What the exercise asks:
Pick out the lines below with "order" and list them.

(Collected data entries)
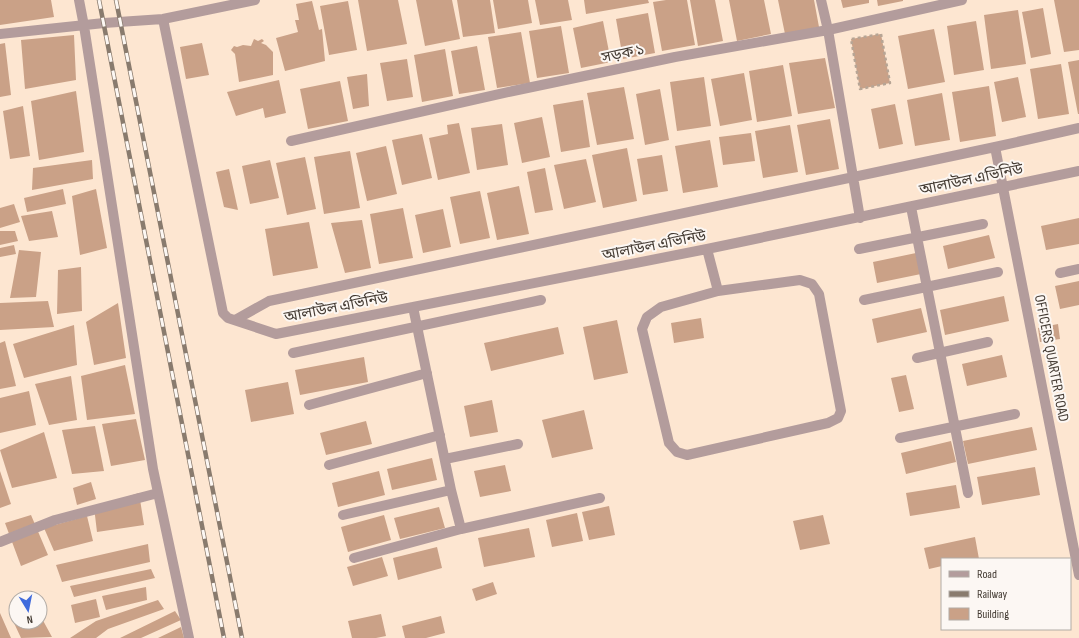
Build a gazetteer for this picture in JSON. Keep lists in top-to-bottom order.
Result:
{
  "streets": {
    "street": ["সড়ক ১", "আলাউল এভিনিউ", "OFFICERS QUARTER ROAD"]
  },
  "crossings": [
    ["আলাউল এভিনিউ", "OFFICERS QUARTER ROAD"]
  ],
  "legend": ["Road", "Railway", "Building"],
  "north": "bottom"
}
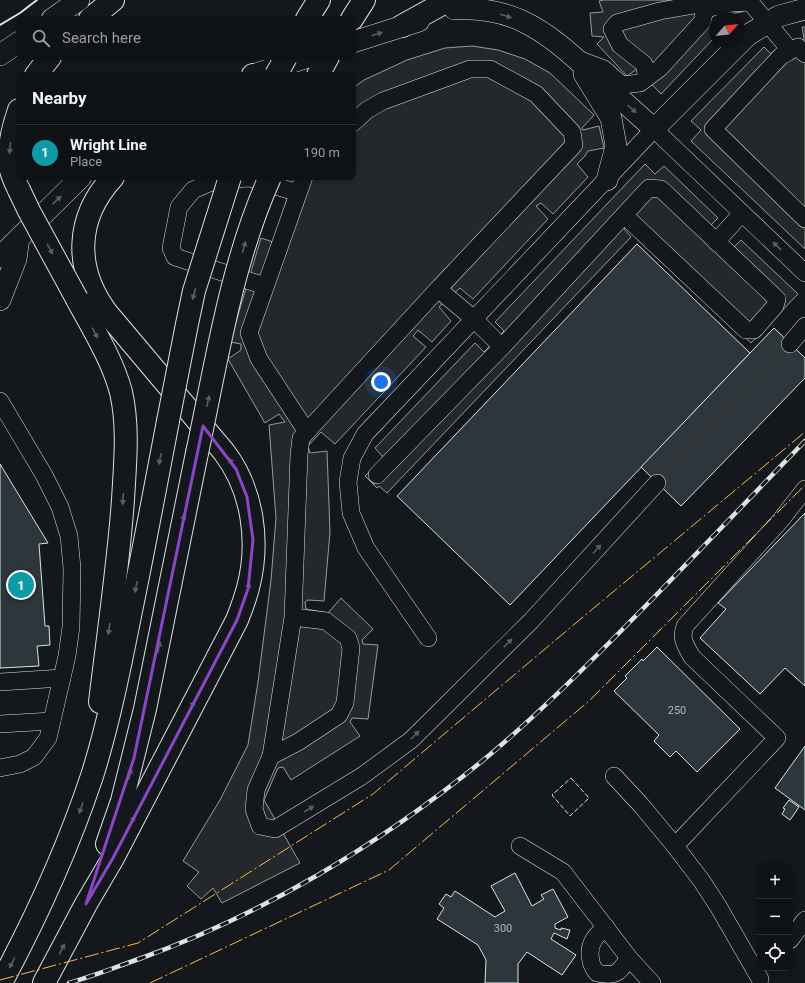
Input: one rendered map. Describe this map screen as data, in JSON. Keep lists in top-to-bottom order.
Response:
{
  "house_numbers": ["250", "300"],
  "north": "top right",
  "page": {
    "search": "Search here",
    "heading": "Nearby",
    "list": [
      {
        "mark": "1",
        "name": "Wright Line",
        "note": "Place",
        "value": "190 m"
      }
    ],
    "pins": "1",
    "map_buttons": ["+", "−"]
  }
}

Output for this task:
Build a gazetteer for this picture in JSON. Keep lists in top-to-bottom order.
Input: one rendered map. Describe this map screen as data, in JSON. Keep lists in top-to-bottom order.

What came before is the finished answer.